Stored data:
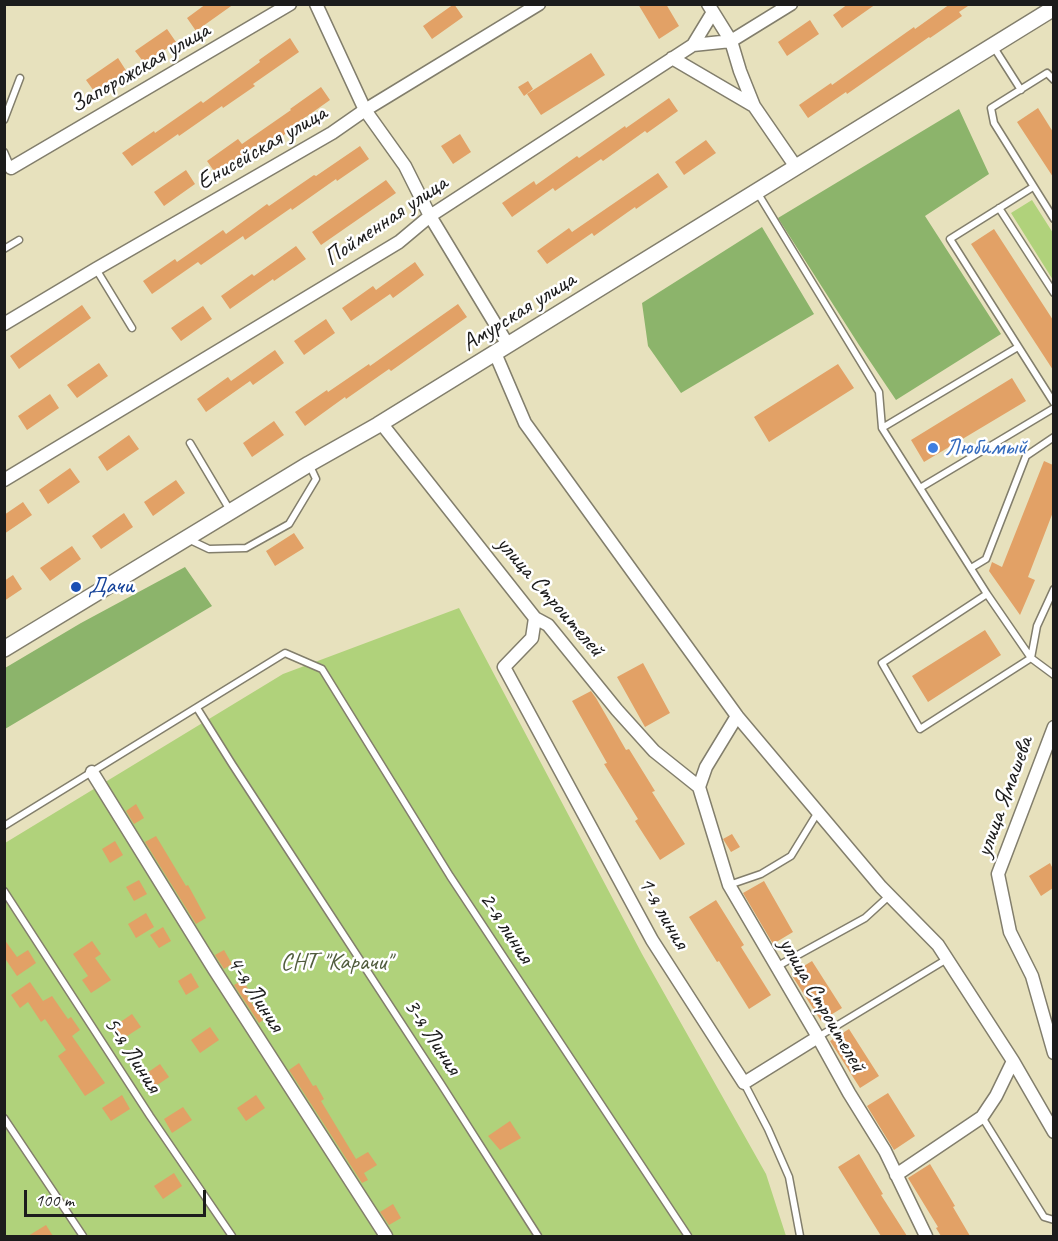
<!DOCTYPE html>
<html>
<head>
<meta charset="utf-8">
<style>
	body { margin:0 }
	#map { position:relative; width:1058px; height:1241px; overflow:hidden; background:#e7e1bd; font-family:Caveat,sans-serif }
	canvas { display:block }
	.frame { position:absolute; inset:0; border:6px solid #1c1c1c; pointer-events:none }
	.scale { position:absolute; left:24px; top:1190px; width:182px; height:27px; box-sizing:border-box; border:3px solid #1c1c1c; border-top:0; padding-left:8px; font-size:18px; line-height:21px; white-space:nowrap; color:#1c1c1c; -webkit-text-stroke:4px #fff; paint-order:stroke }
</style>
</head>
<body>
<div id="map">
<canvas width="1058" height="1241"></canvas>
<div class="frame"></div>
<div class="scale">100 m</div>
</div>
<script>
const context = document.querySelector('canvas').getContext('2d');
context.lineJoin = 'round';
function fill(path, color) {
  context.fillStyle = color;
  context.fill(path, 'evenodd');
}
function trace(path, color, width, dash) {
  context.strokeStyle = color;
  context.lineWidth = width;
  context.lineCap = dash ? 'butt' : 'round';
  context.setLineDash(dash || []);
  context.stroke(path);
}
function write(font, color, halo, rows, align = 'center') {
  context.font = font + ' Caveat,sans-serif';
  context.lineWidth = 5;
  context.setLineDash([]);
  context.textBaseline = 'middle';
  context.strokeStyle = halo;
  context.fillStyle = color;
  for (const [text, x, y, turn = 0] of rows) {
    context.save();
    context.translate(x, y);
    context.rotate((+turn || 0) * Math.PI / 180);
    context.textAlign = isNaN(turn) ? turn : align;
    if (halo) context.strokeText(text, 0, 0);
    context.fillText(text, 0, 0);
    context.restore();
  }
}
fill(new Path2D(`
	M1032 200 1053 233V280L1011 213Z
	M459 608 642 954 766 1174 786 1236H5V843L283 674Z`), '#b0d27b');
fill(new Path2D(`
	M959 109 989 174 925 216 1001 334 896 400 859 345 778 218Z
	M762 227 814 314 681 393 648 346 642 303Z
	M185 567 212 606 5 729V668L81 623Z`), '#8cb46b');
fill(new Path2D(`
	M206 4H234L196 31 187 18Z
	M454 4 463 17 432 39 423 26Z
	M638 4H666L679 26 659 39Z
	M848 4H876L842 28 833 15Z
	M950 4H971L959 12 962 16 930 38 929 37 847 94 846 92 808 118 799 105 831 83 832 85 914 27 915 29Z
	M810 20 819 34 787 56 778 42Z
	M167 29 176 42 145 64 135 51Z
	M290 38 299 52 253 84 255 86 223 108 222 106 179 136 178 134 132 166 122 153 154 131 155 133 201 101 203 103 260 62 259 60Z
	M591 53 605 75 541 115 527 94Z
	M118 58 127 72 96 94 86 80Z
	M528 81 533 89 524 96 518 87Z
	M321 87 330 100 289 129 291 130 259 152 255 147 216 174 207 161 238 139 242 144 291 110 290 109Z
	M669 98 678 111 647 133 645 131 603 161 601 159 555 191 553 188 512 217 502 203 534 181 536 185 577 156 579 158 625 126 626 128Z
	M1038 108 1053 132V177L1017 122Z
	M460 134 471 152 453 164 441 146Z
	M706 140 716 153 684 175 675 162Z
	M360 146 369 159 337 181 336 179 292 210 291 208 245 240 243 236 201 265 198 262 152 294 143 281 175 259 177 262 223 230 226 234 267 204 269 206 314 175 316 176Z
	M186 170 195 184 164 206 154 192Z
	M658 173 668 187 636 209 635 207 594 236 592 233 547 264 537 251 569 228 572 232Z
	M386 180 396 193 321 245 312 232Z
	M994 229 1053 320V370L971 244Z
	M296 246 306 259 274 281 273 279 230 309 221 296 252 274 254 276Z
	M415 262 424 275 393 298 390 294 351 321 342 308 373 286 376 290Z
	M458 304 467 317 391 371 389 369 346 399 345 397 305 426 295 412 327 390 328 392 369 364 370 366Z
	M82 305 91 318 19 369 10 356Z
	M203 306 212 319 181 341 171 328Z
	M326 319 335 333 304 355 294 341Z
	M275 350 284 363 253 385 250 381 206 412 197 399 228 377 231 381Z
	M99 363 108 376 77 398 67 385Z
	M838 364 854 388 769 442 754 417Z
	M1012 378 1026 401 924 462 911 440Z
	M50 394 59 408 27 430 18 416Z
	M274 421 284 435 252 457 243 443Z
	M129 435 139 449 107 471 98 457Z
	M1044 461 1053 465V512L1028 577 1035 580 1020 615 989 571 992 562 1002 567Z
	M70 468 80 482 48 504 39 490Z
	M176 480 185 493 153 516 144 502Z
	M23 502 32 515 4 534V515Z
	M124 513 133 527 101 549 92 536Z
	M294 533 304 548 275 566 266 551Z
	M72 546 81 559 50 581 40 568Z
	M13 575 22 589 4 601V581Z
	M985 630 1001 655 928 702 912 676Z
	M643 663 670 713 645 727 617 677Z
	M591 691 596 698 626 750 629 749 655 791 652 792 685 844 660 860 635 821 638 819 604 764 607 763 572 701Z
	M136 804 144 818 134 824 126 811Z
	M732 834 740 847 731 852 723 839Z
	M156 836 186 886 188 885 206 918 196 924 145 842Z
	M115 841 123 855 110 863 102 849Z
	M1050 863 1053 869V888L1041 896 1029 876Z
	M139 880 147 894 134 901 126 887Z
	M764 881 793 932 773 944 743 893Z
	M716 900 744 945 741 947 771 995 749 1009 719 961 717 962 689 917Z
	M146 913 154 927 136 938 128 924Z
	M163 927 171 941 159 948 150 935Z
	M4 939 17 957 28 950 36 963 17 976 4 957Z
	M92 941 101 954 95 958 111 980 91 993 82 980 88 976 73 954Z
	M224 950 232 964 224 969 215 955Z
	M812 961 842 1008 821 1021 791 974Z
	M191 973 199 987 186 995 178 981Z
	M243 980 251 994 247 996 263 1020 259 1023 234 985Z
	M30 982 43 1001 52 996 68 1019 71 1017 80 1030 72 1036 105 1083 85 1096 58 1056 66 1050 45 1019 41 1022 28 1002 20 1008 11 995Z
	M132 1014 141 1027 121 1040 113 1027Z
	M210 1027 219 1040 200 1053 191 1040Z
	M849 1029 879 1076 860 1088 830 1041Z
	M299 1063 313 1086 316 1085 324 1099 321 1101 356 1159 368 1152 377 1165 364 1173 368 1180 362 1183 289 1070Z
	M160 1064 169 1077 150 1090 141 1077Z
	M888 1093 915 1136 894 1150 867 1106Z
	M122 1095 130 1109 111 1121 102 1108Z
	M256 1095 265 1108 246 1121 237 1108Z
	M183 1107 192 1120 172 1133 164 1119Z
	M510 1121 521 1138 500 1150 488 1136Z
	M859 1154 883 1194 881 1195 907 1236H881L838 1167Z
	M930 1164 955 1206 953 1207 970 1236H941L936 1228 938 1227 908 1178Z
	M174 1173 182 1186 163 1199 154 1186Z
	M393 1204 401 1218 389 1225 380 1212Z
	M46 1225 53 1236H28Z`), '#e2a166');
const service = new Path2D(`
	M993 46 1021 90
	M1054 80 1047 73 991 108 994 123 1054 219
	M4 120 20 78
	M4 152 11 168
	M1033 187 950 239 1054 403
	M757 192 879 392 882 428 987 594 1031 658 1054 675
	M999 208 1054 293
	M4 249 19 240
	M96 269 132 328
	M882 428 1018 347
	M190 443 231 512
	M920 488 1054 408
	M188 539 209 549 246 548 289 524 316 479 309 464
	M971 568 986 559 1026 456 1054 437
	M987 594 882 663 920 729 1031 658 1037 626 1054 589
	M197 708 232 764 441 1084 538 1236
	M4 826 285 653 322 669 450 876 688 1236
	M729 885 761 874 791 856 818 812
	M4 891 150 1116 232 1236
	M776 967 865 918 889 896
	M818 1037 947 959
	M744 1083 768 1129 789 1177 800 1236
	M982 1117 1044 1217 1054 1220
	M4 1118 83 1236`);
const minor = new Path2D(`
	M316 4 365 110 405 166 430 216 508 345
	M708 4 731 41 740 71 754 106 796 167
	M693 45 713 12
	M672 58 754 106
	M11 168 290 4
	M4 324 96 269 332 133 365 110 539 4
	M495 353 525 423 737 716 881 887 938 945 1013 1061 1054 1132
	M381 423 535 618 548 625 617 710 654 751 699 787
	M4 480 399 242 430 216 693 45 731 41 791 4
	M535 618 532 638 504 667 652 940 744 1083 818 1037
	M737 716 706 767 699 787 729 885 818 1037 849 1093 885 1151 926 1236
	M1054 727 998 874 1010 932 1032 976 1054 1053
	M92 772 214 969 386 1236
	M896 1175 982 1117 996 1096 1013 1061`);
const tertiary = new Path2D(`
	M4 649 309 464 378 425 1054 8`);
trace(service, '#827e6c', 9);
trace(minor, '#827e6c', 15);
trace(tertiary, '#827e6c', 18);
trace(service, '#fff', 6);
trace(minor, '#fff', 12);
trace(tertiary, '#fff', 15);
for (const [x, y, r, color] of [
	[933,448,6,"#3f7fe0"],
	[76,587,6,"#1a4fb4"]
]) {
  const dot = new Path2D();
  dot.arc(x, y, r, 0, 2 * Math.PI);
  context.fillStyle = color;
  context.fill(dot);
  trace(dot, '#fff', 2);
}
write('24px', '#1c1c1c', '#fff', [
	["Запорожская улица",140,68,-30],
	["Енисейская улица",262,148,-30],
	["Пойменная улица",386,221,-34],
	["Амурская улица",519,312,-32],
	["улица Строителей",550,597,49],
	["улица Ямашева",1005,797,-70],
	["1-я линия",663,913,60],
	["2-я линия",506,928,57],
	["4-я Линия",255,994,57],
	["улица Строителей",822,1005,60],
	["3-я Линия",432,1037,57],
	["5-я Линия",132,1055,57]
]);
write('24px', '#366cbe', '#fff', [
	["Любимый",945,448]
], 'left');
write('24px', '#164399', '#fff', [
	["Дачи",88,587]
], 'left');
write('24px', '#505c3d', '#fff', [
	["СНТ \"Карачи\"",336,963]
]);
</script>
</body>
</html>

Task => Reply with nothing but the number of lines in the data above that contain "turn".

Task response => 3